ACTIVITY: Pick out each line in these entries that contains the string "lineWidth".

Saved data entries:
┌──
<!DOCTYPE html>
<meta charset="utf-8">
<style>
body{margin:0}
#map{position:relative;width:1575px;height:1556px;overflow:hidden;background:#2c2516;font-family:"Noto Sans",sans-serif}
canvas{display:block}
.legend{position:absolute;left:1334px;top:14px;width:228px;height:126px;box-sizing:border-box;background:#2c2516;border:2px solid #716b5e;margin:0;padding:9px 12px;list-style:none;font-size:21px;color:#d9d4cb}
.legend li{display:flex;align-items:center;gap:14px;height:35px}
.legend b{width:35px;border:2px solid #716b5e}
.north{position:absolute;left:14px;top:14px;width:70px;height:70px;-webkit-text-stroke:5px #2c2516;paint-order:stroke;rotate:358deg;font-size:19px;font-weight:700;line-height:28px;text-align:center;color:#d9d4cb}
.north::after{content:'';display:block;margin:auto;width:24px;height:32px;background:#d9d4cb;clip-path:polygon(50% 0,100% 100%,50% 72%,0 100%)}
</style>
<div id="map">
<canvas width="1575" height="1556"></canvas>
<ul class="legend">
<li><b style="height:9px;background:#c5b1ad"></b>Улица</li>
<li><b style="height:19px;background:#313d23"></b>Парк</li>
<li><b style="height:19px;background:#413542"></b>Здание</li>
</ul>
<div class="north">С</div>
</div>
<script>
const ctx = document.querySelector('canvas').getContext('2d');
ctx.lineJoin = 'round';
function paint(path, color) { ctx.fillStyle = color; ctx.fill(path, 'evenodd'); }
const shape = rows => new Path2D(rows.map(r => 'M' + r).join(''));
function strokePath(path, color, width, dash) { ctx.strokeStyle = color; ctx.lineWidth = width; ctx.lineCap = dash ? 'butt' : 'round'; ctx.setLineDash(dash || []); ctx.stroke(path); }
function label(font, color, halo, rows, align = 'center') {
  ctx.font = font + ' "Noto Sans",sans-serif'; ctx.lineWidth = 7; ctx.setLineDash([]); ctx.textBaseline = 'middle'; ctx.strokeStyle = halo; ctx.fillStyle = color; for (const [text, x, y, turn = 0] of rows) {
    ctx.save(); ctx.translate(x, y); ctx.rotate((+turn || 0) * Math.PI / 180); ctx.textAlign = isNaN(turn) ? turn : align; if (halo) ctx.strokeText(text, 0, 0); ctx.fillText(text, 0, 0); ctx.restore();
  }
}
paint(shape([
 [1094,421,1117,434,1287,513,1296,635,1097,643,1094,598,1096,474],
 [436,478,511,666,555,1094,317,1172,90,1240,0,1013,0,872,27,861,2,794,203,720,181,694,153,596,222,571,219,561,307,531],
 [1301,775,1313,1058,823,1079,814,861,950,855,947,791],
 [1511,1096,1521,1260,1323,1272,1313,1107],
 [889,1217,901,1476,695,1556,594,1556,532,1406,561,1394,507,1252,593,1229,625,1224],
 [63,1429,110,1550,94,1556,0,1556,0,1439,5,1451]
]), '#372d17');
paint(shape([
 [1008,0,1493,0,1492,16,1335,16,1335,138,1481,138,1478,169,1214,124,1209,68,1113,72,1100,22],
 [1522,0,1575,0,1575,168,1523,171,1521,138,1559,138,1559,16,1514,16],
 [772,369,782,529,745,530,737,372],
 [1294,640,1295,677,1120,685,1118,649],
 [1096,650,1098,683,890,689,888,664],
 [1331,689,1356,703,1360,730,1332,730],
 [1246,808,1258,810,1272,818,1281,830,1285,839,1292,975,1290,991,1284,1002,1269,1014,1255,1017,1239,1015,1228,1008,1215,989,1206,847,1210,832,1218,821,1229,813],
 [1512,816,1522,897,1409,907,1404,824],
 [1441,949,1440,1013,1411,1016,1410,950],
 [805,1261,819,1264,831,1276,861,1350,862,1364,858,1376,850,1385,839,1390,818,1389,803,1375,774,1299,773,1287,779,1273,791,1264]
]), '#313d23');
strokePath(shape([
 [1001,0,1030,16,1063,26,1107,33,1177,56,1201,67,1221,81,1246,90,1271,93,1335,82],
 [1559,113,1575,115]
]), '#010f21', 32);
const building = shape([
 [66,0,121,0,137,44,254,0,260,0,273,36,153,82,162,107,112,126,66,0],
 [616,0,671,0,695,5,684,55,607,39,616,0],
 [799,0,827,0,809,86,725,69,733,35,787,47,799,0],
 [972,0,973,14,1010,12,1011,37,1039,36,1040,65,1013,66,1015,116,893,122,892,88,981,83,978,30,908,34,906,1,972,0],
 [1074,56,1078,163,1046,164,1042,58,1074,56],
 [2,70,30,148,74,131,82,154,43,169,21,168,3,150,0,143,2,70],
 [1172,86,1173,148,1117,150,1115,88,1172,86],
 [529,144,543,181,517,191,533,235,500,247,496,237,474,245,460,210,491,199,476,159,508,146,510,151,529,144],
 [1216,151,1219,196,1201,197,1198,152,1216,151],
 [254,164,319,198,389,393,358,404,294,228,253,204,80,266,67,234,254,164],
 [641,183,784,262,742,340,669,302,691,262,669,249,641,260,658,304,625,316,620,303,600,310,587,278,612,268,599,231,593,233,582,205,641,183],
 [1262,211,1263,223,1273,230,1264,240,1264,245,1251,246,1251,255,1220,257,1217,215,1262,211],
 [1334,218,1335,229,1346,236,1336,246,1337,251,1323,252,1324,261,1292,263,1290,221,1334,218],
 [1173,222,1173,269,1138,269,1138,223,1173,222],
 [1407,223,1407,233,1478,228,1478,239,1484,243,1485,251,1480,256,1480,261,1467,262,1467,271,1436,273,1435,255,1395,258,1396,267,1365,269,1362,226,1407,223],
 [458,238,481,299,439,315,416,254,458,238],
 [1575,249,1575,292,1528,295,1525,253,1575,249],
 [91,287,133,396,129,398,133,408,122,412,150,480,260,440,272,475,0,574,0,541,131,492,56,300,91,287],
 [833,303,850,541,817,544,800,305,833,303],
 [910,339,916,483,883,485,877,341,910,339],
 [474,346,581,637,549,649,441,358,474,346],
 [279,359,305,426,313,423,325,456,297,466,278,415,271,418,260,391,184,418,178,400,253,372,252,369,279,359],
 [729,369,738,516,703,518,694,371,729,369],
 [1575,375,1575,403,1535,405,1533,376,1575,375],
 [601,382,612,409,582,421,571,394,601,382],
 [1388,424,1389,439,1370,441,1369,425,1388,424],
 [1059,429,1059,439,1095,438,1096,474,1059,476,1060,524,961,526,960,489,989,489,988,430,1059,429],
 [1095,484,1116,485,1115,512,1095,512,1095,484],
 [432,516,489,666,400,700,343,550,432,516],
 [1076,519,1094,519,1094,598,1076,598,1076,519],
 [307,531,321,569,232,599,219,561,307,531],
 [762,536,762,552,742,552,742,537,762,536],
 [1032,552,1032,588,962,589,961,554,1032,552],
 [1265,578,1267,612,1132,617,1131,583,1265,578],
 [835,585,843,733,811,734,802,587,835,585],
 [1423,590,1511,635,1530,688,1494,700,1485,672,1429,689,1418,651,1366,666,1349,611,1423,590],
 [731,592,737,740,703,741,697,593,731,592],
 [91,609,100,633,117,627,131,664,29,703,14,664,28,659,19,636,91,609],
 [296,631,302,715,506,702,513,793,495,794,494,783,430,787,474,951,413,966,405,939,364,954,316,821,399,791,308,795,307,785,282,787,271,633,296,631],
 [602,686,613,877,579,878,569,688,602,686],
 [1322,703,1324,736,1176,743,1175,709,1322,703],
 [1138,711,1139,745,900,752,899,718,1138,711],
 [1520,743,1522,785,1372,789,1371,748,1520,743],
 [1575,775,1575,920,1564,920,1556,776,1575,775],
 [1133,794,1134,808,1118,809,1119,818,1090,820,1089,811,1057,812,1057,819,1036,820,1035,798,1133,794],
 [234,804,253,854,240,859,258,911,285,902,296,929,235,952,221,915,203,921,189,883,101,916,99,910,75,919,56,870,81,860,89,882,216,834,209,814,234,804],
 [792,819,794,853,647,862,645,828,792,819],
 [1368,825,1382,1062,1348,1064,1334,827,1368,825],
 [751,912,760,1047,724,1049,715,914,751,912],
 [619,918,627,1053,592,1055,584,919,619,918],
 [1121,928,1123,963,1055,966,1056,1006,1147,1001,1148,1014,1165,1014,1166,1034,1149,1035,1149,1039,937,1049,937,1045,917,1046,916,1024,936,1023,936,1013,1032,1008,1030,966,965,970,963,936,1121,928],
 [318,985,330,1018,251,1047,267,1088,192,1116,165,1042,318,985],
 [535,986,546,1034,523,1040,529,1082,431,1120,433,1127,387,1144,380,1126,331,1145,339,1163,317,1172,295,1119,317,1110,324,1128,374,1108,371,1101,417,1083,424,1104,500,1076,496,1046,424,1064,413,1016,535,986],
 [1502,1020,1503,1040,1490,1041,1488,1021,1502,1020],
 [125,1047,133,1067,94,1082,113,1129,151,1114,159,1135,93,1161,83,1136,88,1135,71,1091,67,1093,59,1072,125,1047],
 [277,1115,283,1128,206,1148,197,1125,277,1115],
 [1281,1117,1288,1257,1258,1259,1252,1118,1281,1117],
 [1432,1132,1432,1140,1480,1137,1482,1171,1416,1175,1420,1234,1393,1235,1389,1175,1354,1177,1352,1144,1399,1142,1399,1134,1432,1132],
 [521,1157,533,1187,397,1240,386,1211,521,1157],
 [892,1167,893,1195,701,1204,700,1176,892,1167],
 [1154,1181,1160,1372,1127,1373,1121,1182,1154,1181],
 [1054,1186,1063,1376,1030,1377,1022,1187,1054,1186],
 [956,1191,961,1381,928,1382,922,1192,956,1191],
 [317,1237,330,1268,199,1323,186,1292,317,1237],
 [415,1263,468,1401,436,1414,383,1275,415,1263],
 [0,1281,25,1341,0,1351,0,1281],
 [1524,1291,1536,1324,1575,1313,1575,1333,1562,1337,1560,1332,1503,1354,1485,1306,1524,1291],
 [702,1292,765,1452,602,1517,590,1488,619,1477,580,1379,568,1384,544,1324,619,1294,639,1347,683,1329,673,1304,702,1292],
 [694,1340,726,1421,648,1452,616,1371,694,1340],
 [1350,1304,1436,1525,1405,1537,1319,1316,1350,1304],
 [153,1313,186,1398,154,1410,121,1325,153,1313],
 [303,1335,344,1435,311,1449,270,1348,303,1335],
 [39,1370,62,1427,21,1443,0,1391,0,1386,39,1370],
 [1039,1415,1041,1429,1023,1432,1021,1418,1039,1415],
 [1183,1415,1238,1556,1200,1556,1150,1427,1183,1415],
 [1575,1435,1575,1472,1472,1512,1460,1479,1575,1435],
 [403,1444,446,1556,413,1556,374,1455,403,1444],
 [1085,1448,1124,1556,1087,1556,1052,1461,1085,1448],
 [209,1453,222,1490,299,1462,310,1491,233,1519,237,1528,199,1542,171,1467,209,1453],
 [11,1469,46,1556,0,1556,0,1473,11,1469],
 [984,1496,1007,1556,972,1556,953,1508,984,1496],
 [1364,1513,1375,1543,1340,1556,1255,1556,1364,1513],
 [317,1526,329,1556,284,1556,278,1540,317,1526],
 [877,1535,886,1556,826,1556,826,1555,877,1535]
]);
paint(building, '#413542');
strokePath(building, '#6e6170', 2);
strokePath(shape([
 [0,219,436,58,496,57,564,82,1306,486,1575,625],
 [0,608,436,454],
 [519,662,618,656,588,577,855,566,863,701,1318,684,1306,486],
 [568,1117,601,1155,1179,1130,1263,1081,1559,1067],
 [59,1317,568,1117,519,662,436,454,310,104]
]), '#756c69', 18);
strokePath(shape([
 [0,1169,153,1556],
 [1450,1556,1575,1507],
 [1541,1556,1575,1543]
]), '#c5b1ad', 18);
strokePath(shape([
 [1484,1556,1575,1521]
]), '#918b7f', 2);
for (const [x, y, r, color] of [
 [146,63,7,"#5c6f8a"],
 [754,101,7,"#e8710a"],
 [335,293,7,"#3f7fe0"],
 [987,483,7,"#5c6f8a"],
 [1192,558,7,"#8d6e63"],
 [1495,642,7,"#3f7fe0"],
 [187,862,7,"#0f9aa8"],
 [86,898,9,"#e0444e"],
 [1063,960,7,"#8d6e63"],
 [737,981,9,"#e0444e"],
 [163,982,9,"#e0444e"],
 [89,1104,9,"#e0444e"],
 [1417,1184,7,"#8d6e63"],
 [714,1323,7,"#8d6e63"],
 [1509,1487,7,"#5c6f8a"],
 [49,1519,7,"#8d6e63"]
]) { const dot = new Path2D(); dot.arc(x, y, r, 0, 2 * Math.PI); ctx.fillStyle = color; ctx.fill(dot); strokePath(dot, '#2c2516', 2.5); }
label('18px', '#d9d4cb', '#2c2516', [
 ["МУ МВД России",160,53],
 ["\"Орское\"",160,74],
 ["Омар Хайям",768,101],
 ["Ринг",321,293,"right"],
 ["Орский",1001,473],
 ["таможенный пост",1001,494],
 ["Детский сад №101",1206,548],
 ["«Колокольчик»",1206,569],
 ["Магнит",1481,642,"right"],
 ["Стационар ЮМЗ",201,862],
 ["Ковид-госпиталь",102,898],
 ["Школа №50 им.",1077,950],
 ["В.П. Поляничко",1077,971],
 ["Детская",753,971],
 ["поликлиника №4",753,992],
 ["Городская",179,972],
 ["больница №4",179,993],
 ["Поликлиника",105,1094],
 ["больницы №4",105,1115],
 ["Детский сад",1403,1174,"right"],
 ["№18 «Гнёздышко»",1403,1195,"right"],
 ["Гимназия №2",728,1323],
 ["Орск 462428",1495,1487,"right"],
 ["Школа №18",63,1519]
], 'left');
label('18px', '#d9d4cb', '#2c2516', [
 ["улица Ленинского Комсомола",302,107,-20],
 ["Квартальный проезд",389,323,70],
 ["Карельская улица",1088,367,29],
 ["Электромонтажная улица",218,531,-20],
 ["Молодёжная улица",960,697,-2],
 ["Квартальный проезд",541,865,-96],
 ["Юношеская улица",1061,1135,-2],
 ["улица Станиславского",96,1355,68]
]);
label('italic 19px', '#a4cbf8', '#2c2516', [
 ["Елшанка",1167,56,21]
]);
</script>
└──
SOLVED EXERCISE:
function strokePath(path, color, width, dash) { ctx.strokeStyle = color; ctx.lineWidth = width; ctx.lineCap = dash ? 'butt' : 'round'; ctx.setLineDash(dash || []); ctx.stroke(path); }
  ctx.font = font + ' "Noto Sans",sans-serif'; ctx.lineWidth = 7; ctx.setLineDash([]); ctx.textBaseline = 'middle'; ctx.strokeStyle = halo; ctx.fillStyle = color; for (const [text, x, y, turn = 0] of rows) {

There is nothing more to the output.